空の狭間からは闇の中に黒い水が逆巻き泡立っているのが見えた。そこには原初に存在した混沌が顔を除かせている。目を凝らしてじっと見ていると、白や黒の奔流の中に様々な色があることに気付く。深紅に染まるかと思えば次の瞬間には淡い緑へと変わり、琥珀の渦が暗く奥へ突き抜けるような紺碧の中に飲み込まれてゆく。闇の中をのたうつそれらの雲の中を時折轟音を響かせて稲妻が走り抜けている。そしてついに原初の天上の海から大量の水が流れだした。
降り始めた豪雨に日の光は陰り、辺りは夜のように暗くなった。見る見るうちに水は地を覆い、容赦もせず水位を上げてゆく。ノアがセムを入れた部屋の扉を開けると、彼は後頭部をさすりながら仏頂面をして出てきた。だが、ノアが促すままに天窓から顔を出すと言葉を失くし、父の顔を振り返った。ノアは何も言わず目を伏せてただ首を小さく振るのみだった。
その時、外から音がした。ドンドンと誰かが舟の脇腹を叩いている。
「ノア、俺が悪かった。乗せてくれ、後生だから」
そんな声が次々とあがる。壁を叩く音は一つ、また一つと増えてゆく。やがて、雨や風の音に負けぬくらい大きな音となった。
「悪いがもう乗せられんのだ。諦めてくれ、もう遅いのだ」
ノアは耳を手で覆った。けれども人々の悲鳴はどうしようもなく届いてくる。しばらくすると水かさが足が地につかぬ程に増えたとみえて、壁を叩く音はなくなり、命乞いや恐怖の叫びのみとなった。

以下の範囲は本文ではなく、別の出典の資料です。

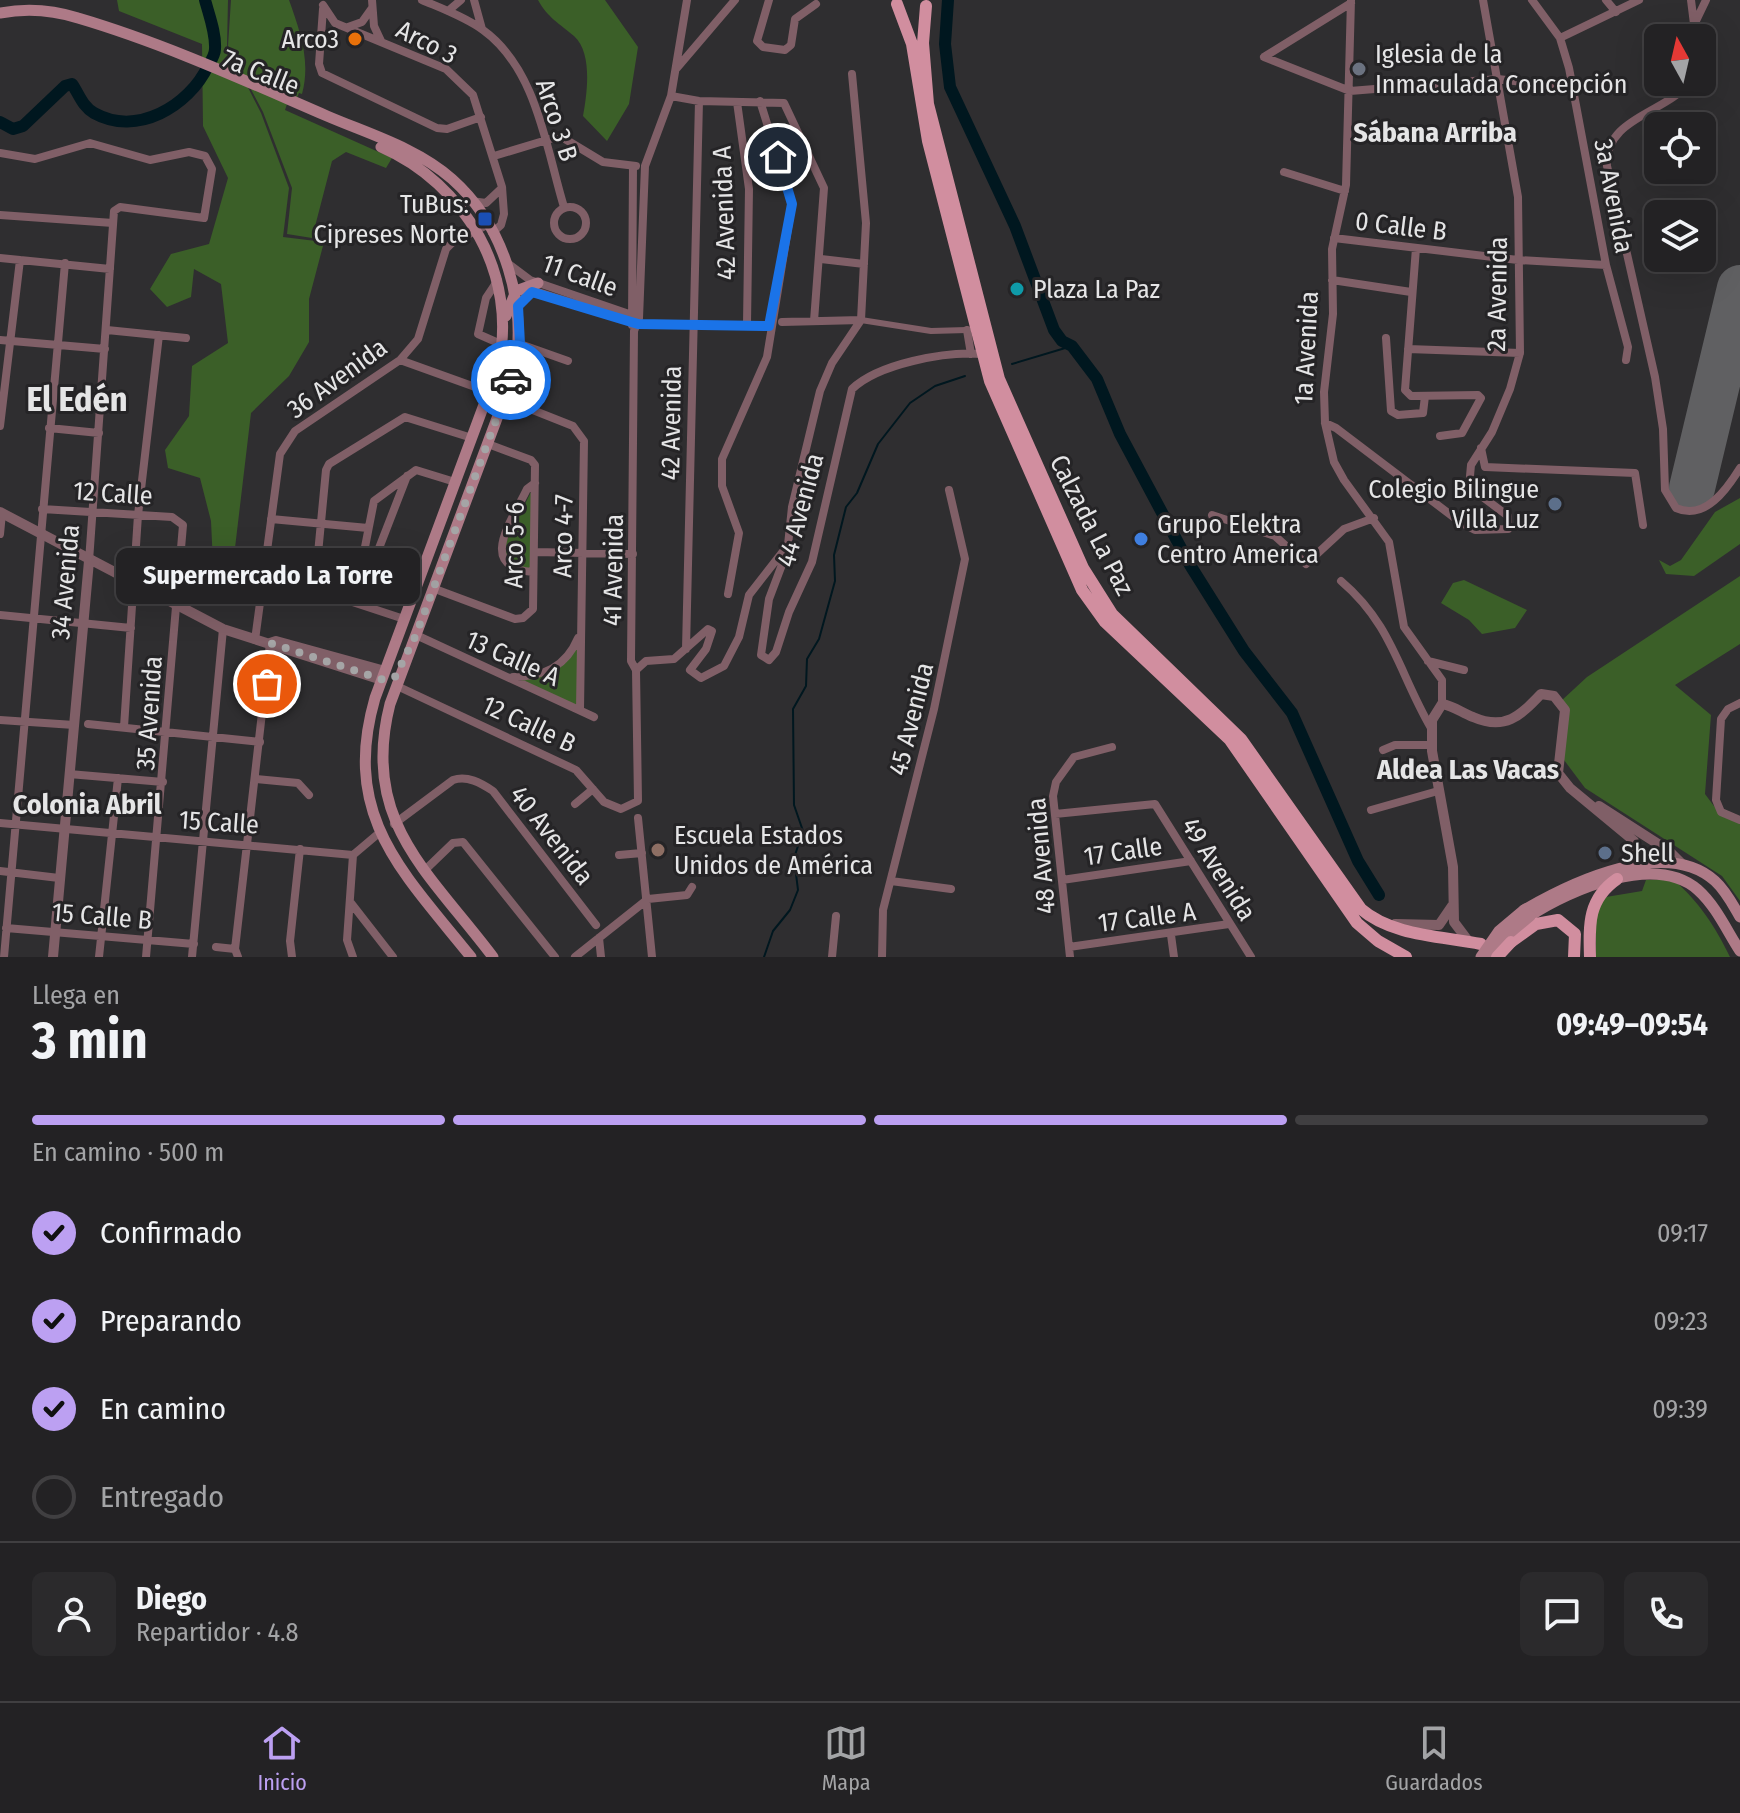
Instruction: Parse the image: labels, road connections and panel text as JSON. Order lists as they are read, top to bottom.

舟が大きく揺れた。方舟は地から離れて浮き上がり、どこぞともしれぬ所へ漂流を始めた。風は強く波は高く、呑まれゆく人々は泣き叫ぶ。きしんで今にも砕け散りそうな方舟の中を、よろめきながらノアは走った。船側の堅く閉ざした出入口に辿り着くと、息子達が止めるのも聞かず何とか楔を取り外そうとした。
「今開けるぞ、待っていろ」
そう言って力を込めたが、あまりに堅すぎて扉はびくともしない。どうやっても無理だと悟った彼は今度はどこか別の外へ出る場所を探した。息子達は走り回るノアの後を急いで追いかける。

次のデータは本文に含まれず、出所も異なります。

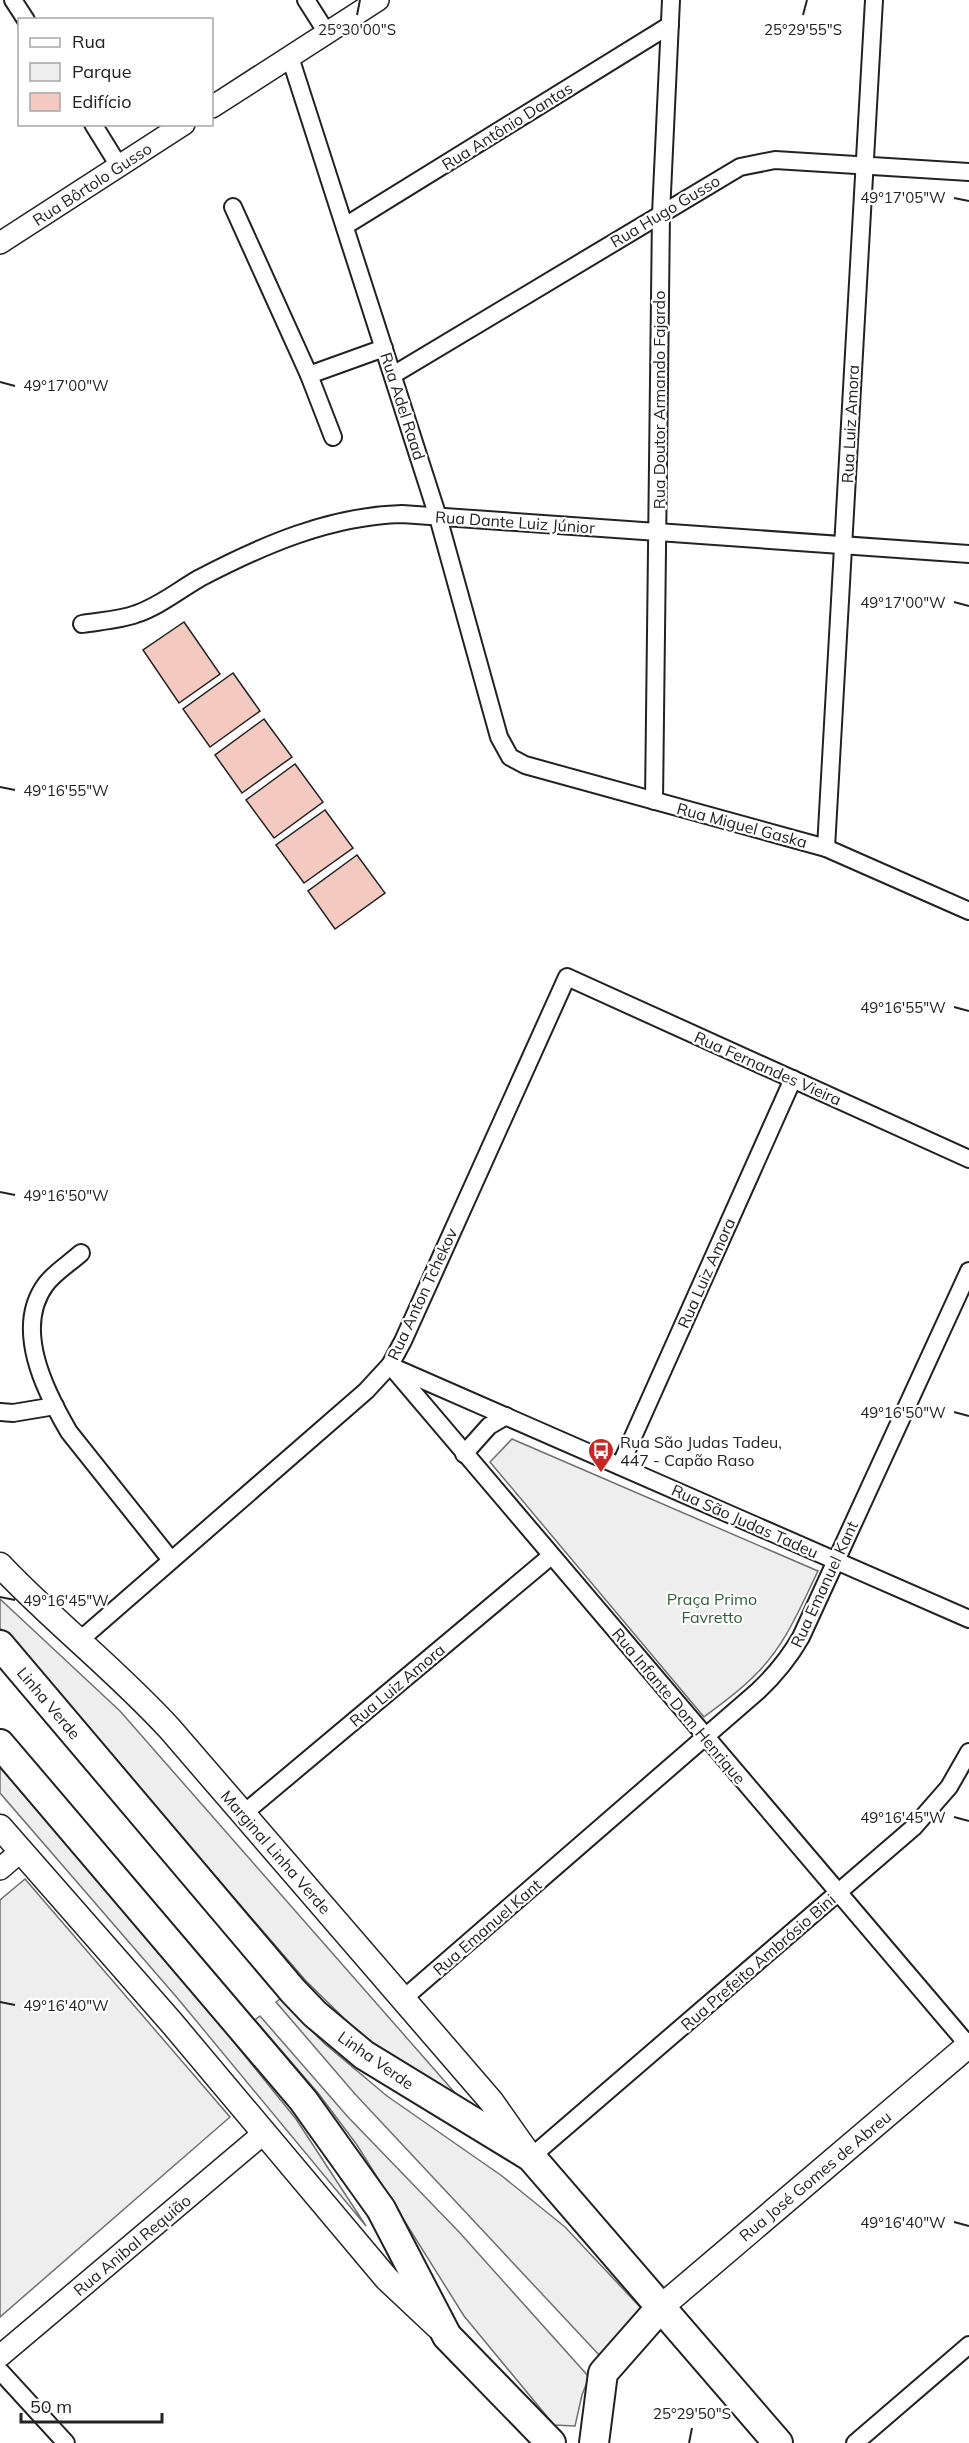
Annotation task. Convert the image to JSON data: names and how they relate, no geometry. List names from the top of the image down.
{
  "streets": {
    "highway": ["Linha Verde"],
    "main road": ["Marginal Linha Verde", "Rua José Gomes de Abreu"],
    "street": [
      "Rua Antônio Dantas",
      "Rua Bôrtolo Gusso",
      "Rua Hugo Gusso",
      "Rua Doutor Armando Fajardo",
      "Rua Adel Raad",
      "Rua Luiz Amora",
      "Rua Dante Luiz Júnior",
      "Rua Miguel Gaska",
      "Rua Fernandes Vieira",
      "Rua Anton Tchekov",
      "Rua São Judas Tadeu",
      "Rua Emanuel Kant",
      "Rua Infante Dom Henrique",
      "Rua Prefeito Ambrósio Bini",
      "Rua Anibal Requião"
    ]
  },
  "crossings": [
    ["Rua Antônio Dantas", "Rua Doutor Armando Fajardo"],
    ["Rua Antônio Dantas", "Rua Adel Raad"],
    ["Rua Hugo Gusso", "Rua Doutor Armando Fajardo"],
    ["Rua Hugo Gusso", "Rua Adel Raad"],
    ["Rua Hugo Gusso", "Rua Luiz Amora"],
    ["Rua Doutor Armando Fajardo", "Rua Dante Luiz Júnior"],
    ["Rua Doutor Armando Fajardo", "Rua Miguel Gaska"],
    ["Rua Adel Raad", "Rua Dante Luiz Júnior"],
    ["Rua Adel Raad", "Rua Miguel Gaska"],
    ["Rua Luiz Amora", "Rua Dante Luiz Júnior"],
    ["Rua Luiz Amora", "Rua Miguel Gaska"],
    ["Rua Luiz Amora", "Rua Fernandes Vieira"],
    ["Rua Luiz Amora", "Rua São Judas Tadeu"],
    ["Rua Luiz Amora", "Rua Infante Dom Henrique"],
    ["Rua Luiz Amora", "Marginal Linha Verde"],
    ["Rua Fernandes Vieira", "Rua Anton Tchekov"],
    ["Rua Anton Tchekov", "Rua São Judas Tadeu"],
    ["Rua Anton Tchekov", "Rua Infante Dom Henrique"],
    ["Rua Anton Tchekov", "Marginal Linha Verde"],
    ["Rua São Judas Tadeu", "Rua Emanuel Kant"],
    ["Rua São Judas Tadeu", "Rua Infante Dom Henrique"],
    ["Rua Emanuel Kant", "Rua Infante Dom Henrique"],
    ["Rua Emanuel Kant", "Marginal Linha Verde"],
    ["Linha Verde", "Marginal Linha Verde"],
    ["Linha Verde", "Rua Prefeito Ambrósio Bini"],
    ["Linha Verde", "Rua José Gomes de Abreu"],
    ["Rua Infante Dom Henrique", "Rua Prefeito Ambrósio Bini"],
    ["Rua Infante Dom Henrique", "Rua José Gomes de Abreu"],
    ["Marginal Linha Verde", "Rua Prefeito Ambrósio Bini"]
  ],
  "parks": ["Praça Primo Favretto"],
  "places": {
    "bus stop": ["Rua São Judas Tadeu, 447 - Capão Raso"]
  },
  "legend": ["Rua", "Parque", "Edifício"],
  "scale_bar": "50 m",
  "coordinates": [
    "25°29'55\"S",
    "25°30'00\"S",
    "49°17'05\"W",
    "49°17'00\"W",
    "49°16'55\"W",
    "49°16'50\"W",
    "49°16'45\"W",
    "49°16'40\"W",
    "25°29'50\"S"
  ]
}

ようやく甲板へとあがる扉を見つけたノアは、阿鼻叫喚の嵐の中へ飛び出した。続いて飛び出したのはセムだった。彼は大きく傾いた甲板を危なっかしく走ってゆく父に飛びついた。ノアは風にあおられ足を滑らせて、セムに掴まれなければ舟から投げ出される所だった。セムは父をがっちりと押さえて叫んだ。
「父さん、駄目だ。馬鹿なことはしないでくれ。戻ろう、父さん」
「離してくれ、離してくれ!」
ノアとセムはもみ合いながら甲板の上を転がった。闇は深く、水は冷たく肌を刺し、頭が割れんばかりの轟音の中に稲妻が閃く。その一瞬の間に、波間を揺られて流されゆく樹木や家屋や人々の群が目に焼き付く。
「いったい何故です、神よ。何故わたしに、わたしだけにこんな思いをさせるのですか。わたしが何をしたというのです。こんなに苦しい思いをせねばならないなんて。このようなことをする理由はなんなのです」
思いがけず、神は答えた。
「ノアよ、汝は己が罪を犯しておらぬとでも思うのか。我は汝を祝福するために使命を与えたわけではない」
「では何故?」
「それを教える必要はない。人間には神の御心は分からぬ。知る必要もなければ知る力もない。ましてや神の心を探るなど無礼極まりない。なんぴとも神を試すことは出来ぬ。それをしたときは身をもって己が罪を知るだろう」
「神は私たちをどう思ってらっしゃるのです。御自分でお作りになり、御自分で滅ぼしなさる。わたし達の支配者ですか、僭主ですか、暴君ですか? そんな神なら、わたしは神なんかいらない!」
これに対する神の声は少しも揺るぎなかった。
「汝がなんと思おうが我は存在する。汝が望もうと望むまいと我が心は変わらぬ」
それからきっちりと四十日四十夜雨は降り続き、どんな高い山も全て没してしまった。そうして全ての命あるものは息絶え、ノアと共に方舟にいたものだけが残ったのである。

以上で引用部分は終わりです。